The United Kingdom is part of the European Union, the World Trade Organization, the Group of Eight (G8), the Commonwealth, the Economic Cooperation, and Development Organization.

 Important: The UK is currently undergoing political procedures to leave the European Union, and is scheduled to do so by 2019.


The United Kingdom is a parliamentary monarchy. The Queen Elizabeth II holds the royal power, but the executive power is exercised by the Prime Minister who is voted in by the people and officially appointed by the Queen. The current British Prime Minister is Theresa May and her cabinet consists of 22 ministers. The country is regulated by constitutional conventions, customs, and common law.

The United Kingdom is quite a complicated political system in the sense that it is a kingdom with 4 countries that each have their own government, but are ultimately ran by the Queen and the UK prime minister.

The UK government is based in London and overseas all 4 countries and has the ultimate executive power. Each region in the UK also has a council which runs regional matters, appoints a representative for the UK parliament as well as answering to their country’s government on regional matters.
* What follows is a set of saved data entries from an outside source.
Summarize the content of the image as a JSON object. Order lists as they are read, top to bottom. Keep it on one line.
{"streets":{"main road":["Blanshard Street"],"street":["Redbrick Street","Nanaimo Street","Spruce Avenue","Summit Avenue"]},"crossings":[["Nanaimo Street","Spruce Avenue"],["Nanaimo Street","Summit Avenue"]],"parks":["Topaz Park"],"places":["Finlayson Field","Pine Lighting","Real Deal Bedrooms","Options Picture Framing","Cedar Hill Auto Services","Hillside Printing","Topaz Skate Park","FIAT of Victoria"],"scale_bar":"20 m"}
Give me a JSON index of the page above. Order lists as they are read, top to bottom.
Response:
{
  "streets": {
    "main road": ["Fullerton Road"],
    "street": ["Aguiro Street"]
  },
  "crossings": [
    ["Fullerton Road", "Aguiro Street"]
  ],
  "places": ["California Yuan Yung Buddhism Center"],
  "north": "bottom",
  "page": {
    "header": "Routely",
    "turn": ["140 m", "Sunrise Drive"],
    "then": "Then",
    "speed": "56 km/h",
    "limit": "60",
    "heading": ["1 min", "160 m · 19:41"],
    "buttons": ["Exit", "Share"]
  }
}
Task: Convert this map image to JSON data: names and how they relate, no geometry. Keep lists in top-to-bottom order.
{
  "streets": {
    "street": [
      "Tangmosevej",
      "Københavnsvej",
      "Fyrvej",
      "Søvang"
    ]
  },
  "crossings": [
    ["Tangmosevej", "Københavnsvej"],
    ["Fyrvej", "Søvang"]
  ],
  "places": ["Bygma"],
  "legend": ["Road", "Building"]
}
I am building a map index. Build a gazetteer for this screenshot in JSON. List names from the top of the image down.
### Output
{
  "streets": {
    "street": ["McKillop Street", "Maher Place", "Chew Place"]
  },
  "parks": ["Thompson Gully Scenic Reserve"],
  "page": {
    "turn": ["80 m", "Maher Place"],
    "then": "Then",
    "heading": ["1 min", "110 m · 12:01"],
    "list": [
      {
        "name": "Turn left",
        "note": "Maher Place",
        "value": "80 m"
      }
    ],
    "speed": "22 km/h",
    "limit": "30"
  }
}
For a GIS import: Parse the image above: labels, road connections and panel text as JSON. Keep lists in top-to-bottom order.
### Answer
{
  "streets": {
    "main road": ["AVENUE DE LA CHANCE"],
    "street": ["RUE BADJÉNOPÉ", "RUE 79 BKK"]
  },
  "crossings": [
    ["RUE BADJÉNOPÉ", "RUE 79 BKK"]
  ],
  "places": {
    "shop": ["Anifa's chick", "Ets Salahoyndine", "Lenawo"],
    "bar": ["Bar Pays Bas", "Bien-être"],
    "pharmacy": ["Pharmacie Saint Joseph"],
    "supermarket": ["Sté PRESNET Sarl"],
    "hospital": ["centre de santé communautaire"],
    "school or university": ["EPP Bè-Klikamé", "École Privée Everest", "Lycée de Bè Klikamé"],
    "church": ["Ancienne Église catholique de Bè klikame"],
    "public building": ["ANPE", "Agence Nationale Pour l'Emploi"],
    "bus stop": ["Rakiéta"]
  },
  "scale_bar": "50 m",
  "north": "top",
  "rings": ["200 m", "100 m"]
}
Any UK proceedings or legislations are addressed in the UK parliament in London.

 Good to know: Scotland recently held a referendum on independence, the Scottish people voted to remain but now have many more laws in place that ensure they are more independent from London, both politically and economically, compared to Northern Ireland and Wales.

Climate and landscape in the UK

The UK climate varies hugely depending on where you live. If you live in the South of England, you will enjoy much more milder weather and sunnier summers. If you live in Northern England or Northern Ireland, you will have much more rain and lower temperatures. Scotland is known for being particularly cold and humid. If you live in one of the many areas by the sea, you will enjoy much windier and oceanic climates.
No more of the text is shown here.